Please tally the lines below that contain the string "Loscombe" and reply with that figure only.
______________________________
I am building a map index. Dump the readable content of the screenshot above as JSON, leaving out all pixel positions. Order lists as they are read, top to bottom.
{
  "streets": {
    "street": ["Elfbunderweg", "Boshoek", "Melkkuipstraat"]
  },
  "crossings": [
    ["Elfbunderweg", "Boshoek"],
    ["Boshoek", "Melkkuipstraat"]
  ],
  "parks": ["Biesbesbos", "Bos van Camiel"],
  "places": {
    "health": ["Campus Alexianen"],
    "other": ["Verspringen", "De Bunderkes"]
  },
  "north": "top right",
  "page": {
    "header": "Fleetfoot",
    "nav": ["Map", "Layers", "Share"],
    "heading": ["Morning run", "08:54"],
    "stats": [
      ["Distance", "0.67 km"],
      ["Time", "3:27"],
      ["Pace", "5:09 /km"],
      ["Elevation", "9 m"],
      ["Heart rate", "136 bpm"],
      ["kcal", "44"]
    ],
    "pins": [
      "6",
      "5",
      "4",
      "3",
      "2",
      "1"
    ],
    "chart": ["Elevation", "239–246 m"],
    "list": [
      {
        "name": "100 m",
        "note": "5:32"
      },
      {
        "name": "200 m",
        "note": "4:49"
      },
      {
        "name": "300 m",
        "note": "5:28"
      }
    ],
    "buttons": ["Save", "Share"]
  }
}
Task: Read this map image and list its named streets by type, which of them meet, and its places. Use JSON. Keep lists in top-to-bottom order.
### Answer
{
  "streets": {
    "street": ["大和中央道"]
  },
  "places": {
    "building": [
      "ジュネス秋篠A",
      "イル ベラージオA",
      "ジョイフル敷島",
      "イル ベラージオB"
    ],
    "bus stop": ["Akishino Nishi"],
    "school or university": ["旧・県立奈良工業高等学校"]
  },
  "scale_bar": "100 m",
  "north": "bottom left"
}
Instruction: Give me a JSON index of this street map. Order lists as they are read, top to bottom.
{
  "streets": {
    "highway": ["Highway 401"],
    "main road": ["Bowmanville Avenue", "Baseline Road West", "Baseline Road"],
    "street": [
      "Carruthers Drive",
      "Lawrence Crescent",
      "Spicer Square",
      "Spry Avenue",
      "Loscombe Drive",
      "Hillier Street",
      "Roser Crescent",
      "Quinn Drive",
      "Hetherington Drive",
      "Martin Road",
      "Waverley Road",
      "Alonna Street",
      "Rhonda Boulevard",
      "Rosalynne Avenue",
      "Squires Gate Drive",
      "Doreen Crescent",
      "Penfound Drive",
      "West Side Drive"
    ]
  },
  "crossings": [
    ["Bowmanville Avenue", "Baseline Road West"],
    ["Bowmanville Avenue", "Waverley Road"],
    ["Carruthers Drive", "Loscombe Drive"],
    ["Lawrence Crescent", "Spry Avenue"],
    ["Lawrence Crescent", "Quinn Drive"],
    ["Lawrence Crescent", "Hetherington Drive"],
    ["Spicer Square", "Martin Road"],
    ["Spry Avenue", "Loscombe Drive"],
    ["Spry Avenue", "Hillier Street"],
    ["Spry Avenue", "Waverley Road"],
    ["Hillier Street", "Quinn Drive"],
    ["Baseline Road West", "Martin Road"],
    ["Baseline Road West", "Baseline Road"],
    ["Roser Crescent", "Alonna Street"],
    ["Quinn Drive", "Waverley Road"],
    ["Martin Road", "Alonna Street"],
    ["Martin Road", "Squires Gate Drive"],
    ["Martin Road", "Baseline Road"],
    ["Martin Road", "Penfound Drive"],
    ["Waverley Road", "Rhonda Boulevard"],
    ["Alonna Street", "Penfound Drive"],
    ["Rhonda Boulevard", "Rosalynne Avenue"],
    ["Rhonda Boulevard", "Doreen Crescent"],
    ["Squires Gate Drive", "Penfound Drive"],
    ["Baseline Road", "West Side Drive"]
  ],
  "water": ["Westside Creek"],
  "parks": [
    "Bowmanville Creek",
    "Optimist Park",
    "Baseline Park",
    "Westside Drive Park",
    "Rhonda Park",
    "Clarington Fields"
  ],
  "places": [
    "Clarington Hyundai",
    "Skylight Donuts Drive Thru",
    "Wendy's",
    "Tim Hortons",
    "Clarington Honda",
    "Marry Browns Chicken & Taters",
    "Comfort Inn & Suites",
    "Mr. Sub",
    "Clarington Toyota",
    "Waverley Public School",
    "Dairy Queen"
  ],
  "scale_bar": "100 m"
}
______________________________
=== Exercise answer ===
3